When the Portland Art Center (PAC) held its "official" opening last First Thursday, June 1, it heralded the beginning of what could be a significant catalyst for Portland's art scene. Although PAC has occupied the 10,000-square-foot space in Old Town for months now, the event celebrated the use of the newly renovated space as a long-term home to the young organization. And according to Executive Director Gavin Shettler, location is key to the PAC's vitality.

"My goal is for the space to function like a visitor's center for the contemporary arts. For that to happen, it had to be downtown," said Shettler, who moved the nonprofit arts organization from an itinerant space on SE Belmont last December.

What charges the Center with a sense of possibility is its size and, consequently, its sheer capacity for displaying art. Split between two levels, it includes large galleries on the first and second floors in addition to a small room dedicated exclusively to video and sound installations. While work in the main gallery will be chosen by PAC's curatorial committee, the upstairs gallery represents a unique opportunity for emerging artists to lease exhibition space. Not only will this model help generate income for PAC, but it will help attract the kind of diverse and challenging work Shettler hopes will be characteristic of the space. Describing the Center's niche as falling somewhere between a museum and a commercial gallery, he plans for PAC's programming to pick up the slack where other venues fall short.

"As a visual-arts space, the first thing we ask ourselves is, 'Does this have a home somewhere else in the city?'" Shettler explained. "If it doesn't, then we feel a responsibility to the community to show it."

Shettler's sentiment is precisely the type of vision required to make an alternative art space successful, but, somehow, PAC's first group of shows in its new home came off as more than a little anemic.

The gallery's main space houses a meager sampling of Portland's galleries, which coincides with the release of the Center's first annual citywide gallery guide. Including a comprehensive list of 187 spaces along with walking maps, the gallery guide will be an essential tool for navigating Portland's shifting art landscape. And frankly, it's amazing that such a guide doesn't already exist. Featuring two galleries from each of the city's six art districts, the show certainly showcases some representative selections. Carson Ellis' "Fruit Stand," for example, is indicative of Motel's edgy, illustrative aesthetic and James Lavadour's lovely "Hunter" captures PDX's tendency to display vibrant and colorful abstractions. But the Center's first Gallery Guide exhibition fails to capture the breadth and richness of a scene that boasts so many places to see art.
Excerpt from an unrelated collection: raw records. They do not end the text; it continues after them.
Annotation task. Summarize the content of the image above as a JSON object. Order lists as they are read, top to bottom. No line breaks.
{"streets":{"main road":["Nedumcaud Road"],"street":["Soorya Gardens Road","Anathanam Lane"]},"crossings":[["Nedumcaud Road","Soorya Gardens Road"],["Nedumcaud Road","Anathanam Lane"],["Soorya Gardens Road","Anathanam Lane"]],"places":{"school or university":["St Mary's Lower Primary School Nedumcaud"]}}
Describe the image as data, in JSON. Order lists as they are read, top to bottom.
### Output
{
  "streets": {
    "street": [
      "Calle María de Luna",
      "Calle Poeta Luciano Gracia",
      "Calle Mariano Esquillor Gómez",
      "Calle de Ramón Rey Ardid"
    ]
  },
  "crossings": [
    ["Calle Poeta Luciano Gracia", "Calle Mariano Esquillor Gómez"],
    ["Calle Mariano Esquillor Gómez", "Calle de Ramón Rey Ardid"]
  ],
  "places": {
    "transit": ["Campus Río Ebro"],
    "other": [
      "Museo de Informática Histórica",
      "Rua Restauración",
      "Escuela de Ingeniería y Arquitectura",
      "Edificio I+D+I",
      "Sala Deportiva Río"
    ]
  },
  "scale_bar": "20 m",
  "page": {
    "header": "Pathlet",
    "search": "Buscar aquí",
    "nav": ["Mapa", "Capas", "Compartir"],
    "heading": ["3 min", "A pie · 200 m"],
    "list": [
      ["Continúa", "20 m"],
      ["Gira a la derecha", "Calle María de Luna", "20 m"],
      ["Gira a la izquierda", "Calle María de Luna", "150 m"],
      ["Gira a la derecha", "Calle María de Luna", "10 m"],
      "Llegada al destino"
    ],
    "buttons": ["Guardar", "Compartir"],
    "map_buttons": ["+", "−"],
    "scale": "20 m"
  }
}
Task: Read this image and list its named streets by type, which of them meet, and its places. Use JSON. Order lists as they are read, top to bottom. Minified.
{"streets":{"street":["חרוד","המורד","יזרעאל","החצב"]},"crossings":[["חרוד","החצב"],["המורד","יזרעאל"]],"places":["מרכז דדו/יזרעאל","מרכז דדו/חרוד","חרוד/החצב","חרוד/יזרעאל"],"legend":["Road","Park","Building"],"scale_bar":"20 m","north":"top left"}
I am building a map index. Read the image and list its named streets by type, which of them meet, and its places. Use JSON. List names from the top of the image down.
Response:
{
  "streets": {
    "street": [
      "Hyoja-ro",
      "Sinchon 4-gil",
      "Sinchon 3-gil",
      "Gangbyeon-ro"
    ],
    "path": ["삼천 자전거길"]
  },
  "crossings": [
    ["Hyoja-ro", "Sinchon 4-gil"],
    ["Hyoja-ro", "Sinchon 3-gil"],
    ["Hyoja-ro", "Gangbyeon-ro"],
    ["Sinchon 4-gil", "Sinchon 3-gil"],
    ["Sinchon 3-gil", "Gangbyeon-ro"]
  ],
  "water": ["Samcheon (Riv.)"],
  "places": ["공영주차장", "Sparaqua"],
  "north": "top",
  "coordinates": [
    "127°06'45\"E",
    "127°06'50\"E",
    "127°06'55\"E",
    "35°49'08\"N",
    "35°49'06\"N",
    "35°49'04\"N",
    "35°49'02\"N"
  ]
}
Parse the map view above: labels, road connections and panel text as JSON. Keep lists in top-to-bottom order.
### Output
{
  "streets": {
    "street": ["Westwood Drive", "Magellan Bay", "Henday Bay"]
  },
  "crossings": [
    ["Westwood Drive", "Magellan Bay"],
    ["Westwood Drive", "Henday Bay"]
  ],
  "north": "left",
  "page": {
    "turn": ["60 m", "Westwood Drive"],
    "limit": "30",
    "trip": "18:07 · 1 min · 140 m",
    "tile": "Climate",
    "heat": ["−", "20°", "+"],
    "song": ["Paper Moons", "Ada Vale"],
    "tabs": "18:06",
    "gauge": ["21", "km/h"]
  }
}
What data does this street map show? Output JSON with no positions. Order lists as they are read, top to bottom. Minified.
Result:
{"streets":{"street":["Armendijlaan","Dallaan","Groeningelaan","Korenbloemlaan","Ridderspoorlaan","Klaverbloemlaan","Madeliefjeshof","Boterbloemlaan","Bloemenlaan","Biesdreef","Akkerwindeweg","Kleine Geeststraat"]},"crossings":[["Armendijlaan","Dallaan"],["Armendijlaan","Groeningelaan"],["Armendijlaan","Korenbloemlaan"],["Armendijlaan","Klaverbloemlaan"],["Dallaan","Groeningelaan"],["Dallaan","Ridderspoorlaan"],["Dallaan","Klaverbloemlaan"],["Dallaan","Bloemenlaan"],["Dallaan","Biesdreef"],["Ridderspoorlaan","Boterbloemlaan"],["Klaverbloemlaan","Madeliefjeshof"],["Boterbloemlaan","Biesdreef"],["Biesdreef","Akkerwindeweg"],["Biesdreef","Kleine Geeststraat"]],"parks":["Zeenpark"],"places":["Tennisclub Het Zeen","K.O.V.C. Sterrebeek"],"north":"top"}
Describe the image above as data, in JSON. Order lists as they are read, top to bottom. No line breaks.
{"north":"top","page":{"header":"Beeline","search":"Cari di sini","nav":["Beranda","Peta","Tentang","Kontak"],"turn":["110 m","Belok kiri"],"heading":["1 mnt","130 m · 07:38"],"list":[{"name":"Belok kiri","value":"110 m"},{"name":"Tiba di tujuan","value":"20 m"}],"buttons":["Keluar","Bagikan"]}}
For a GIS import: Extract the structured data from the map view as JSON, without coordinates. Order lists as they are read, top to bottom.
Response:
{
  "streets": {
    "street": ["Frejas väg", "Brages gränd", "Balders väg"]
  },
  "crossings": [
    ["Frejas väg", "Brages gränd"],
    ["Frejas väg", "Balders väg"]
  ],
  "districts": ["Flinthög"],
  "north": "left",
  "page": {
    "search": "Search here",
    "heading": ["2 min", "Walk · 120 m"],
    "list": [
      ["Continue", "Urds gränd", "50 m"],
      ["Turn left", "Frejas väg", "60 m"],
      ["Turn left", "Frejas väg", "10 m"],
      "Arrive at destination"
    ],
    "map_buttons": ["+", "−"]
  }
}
"Commutatus," a sound and sculpture installation by Portlander Barry Johnson, is located in the center of the main gallery and housed in a makeshift wooden cube. Draftsman-like wall drawings interface with mounted particle-board discs; these shapes extend into the gallery space as geometric wooden sculptures. Johnson's enormous curving structures create a satisfying sense of dynamism, but are ultimately too cool and detached to leave much of an impression. And his coupling of the work with an uninspired sound collage that includes lapping waves, meandering horns, and other disparate sounds undermines the solemn austerity his forms could possess on their own.

Unfortunately, the rest of the work doesn't fare much better. The brightly hued and rust-worn metal panels in Jeff Fontaine's "Entropy and the Arrow of Time" present a shallow meditation on the nature of decay. Hexasion II, a selection of video art presented by Jason Frank and Andy Brown, reminds one that blurred footage of tree branches, jarring zooms, and an electronic music score do not great art make. Eight, in the Center's leased gallery space, is more palatable, but, as a post-baccalaureate exhibition of eight Oregon College of Art and Craft students, it is also appropriately amateurish. Subdued abstract paintings by Marilyn Joyce and Tony Raynor are notable, as is a quirky head-scratcher by Jennifer June Kyle called "To Vomit a Rabbit." In Kyle's piece, 100 wall-mounted rosebud-shaped orifices spew curling ribbons of text, each of which poeticizes the sensation of—you guessed it—vomiting a rabbit.

Judging by its first "official" show in its new location, there's a sizable disconnect between the quality of the Portland Art Center's programming and its impressive new home. We'll have to wait and see, though, whether the new Center becomes a focal point of Portland's art scene—or just wasted space.